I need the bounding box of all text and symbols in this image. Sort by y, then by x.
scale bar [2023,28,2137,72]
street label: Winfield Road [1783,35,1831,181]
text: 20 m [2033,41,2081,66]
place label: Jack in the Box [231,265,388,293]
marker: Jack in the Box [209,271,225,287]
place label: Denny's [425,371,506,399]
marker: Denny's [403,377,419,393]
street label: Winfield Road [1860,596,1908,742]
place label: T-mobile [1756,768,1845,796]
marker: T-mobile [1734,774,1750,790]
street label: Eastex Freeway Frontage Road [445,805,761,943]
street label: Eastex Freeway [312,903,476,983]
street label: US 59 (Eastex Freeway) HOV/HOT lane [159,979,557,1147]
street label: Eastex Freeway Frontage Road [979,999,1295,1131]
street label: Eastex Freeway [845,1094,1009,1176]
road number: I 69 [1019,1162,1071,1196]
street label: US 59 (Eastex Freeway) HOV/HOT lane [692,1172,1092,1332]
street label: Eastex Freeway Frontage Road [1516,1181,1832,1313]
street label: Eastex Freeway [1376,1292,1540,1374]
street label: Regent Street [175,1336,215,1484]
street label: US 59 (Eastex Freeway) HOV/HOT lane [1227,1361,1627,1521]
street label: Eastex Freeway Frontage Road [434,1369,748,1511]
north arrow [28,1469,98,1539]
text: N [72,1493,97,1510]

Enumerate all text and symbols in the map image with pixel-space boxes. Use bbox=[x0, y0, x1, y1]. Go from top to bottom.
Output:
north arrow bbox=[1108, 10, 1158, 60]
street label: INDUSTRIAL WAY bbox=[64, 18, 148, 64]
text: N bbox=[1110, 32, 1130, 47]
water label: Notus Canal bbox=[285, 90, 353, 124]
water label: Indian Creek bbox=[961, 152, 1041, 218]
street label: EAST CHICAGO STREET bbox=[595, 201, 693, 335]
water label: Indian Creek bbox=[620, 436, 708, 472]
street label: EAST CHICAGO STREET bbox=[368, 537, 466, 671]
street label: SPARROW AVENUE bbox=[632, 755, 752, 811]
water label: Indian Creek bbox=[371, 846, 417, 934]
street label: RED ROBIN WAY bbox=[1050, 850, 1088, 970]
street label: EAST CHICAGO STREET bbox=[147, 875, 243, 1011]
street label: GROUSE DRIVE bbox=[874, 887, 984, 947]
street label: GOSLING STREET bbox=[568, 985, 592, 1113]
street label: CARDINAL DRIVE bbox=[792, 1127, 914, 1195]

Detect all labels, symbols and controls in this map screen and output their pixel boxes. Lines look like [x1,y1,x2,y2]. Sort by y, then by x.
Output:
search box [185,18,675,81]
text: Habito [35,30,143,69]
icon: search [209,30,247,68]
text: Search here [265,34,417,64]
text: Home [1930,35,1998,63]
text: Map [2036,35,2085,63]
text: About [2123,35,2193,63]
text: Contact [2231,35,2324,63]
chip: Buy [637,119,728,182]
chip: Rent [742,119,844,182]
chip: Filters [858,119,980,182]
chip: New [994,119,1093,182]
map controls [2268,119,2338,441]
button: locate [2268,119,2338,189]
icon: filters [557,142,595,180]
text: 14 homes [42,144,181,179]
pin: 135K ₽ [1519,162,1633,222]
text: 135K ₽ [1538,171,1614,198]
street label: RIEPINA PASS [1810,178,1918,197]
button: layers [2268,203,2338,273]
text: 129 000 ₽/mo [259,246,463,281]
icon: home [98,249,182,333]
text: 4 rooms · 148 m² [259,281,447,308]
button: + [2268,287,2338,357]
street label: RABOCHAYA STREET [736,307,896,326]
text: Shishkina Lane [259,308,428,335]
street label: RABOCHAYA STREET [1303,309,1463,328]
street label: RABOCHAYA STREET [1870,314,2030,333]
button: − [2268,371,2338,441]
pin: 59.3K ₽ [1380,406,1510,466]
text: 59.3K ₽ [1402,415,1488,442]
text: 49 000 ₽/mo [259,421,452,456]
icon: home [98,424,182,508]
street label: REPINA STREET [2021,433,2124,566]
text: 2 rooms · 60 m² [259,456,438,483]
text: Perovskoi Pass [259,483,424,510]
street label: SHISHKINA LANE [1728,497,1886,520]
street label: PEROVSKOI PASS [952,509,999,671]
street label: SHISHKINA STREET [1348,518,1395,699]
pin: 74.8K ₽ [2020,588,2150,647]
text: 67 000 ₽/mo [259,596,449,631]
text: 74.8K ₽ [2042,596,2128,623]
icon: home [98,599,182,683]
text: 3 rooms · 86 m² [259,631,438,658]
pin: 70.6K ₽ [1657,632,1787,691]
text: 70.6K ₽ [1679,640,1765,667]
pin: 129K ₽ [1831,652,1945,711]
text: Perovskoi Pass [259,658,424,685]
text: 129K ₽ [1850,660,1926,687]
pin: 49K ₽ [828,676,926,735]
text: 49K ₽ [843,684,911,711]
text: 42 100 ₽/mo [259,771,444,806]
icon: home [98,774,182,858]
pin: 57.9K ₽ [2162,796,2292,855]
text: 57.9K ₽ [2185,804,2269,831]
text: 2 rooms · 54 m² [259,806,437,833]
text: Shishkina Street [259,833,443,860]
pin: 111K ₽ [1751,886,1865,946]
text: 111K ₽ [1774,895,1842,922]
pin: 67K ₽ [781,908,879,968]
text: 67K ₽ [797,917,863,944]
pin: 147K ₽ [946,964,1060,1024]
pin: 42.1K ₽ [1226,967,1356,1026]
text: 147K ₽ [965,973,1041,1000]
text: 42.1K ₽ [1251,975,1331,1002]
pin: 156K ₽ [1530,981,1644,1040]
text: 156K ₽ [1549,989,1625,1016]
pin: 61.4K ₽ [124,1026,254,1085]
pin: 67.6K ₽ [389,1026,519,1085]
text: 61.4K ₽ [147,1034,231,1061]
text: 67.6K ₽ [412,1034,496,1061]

*Work task*: Find the string "then" in the material above, and report every line where it occurs.

*Response area*:
I need the bounding box of all text and symbols in this image. Sort by y, then by x.
Detect all labels, symbols and controls in this map screen and output their pixel boxes. Lines look like [x1,y1,x2,y2]. Sort by y, then by x.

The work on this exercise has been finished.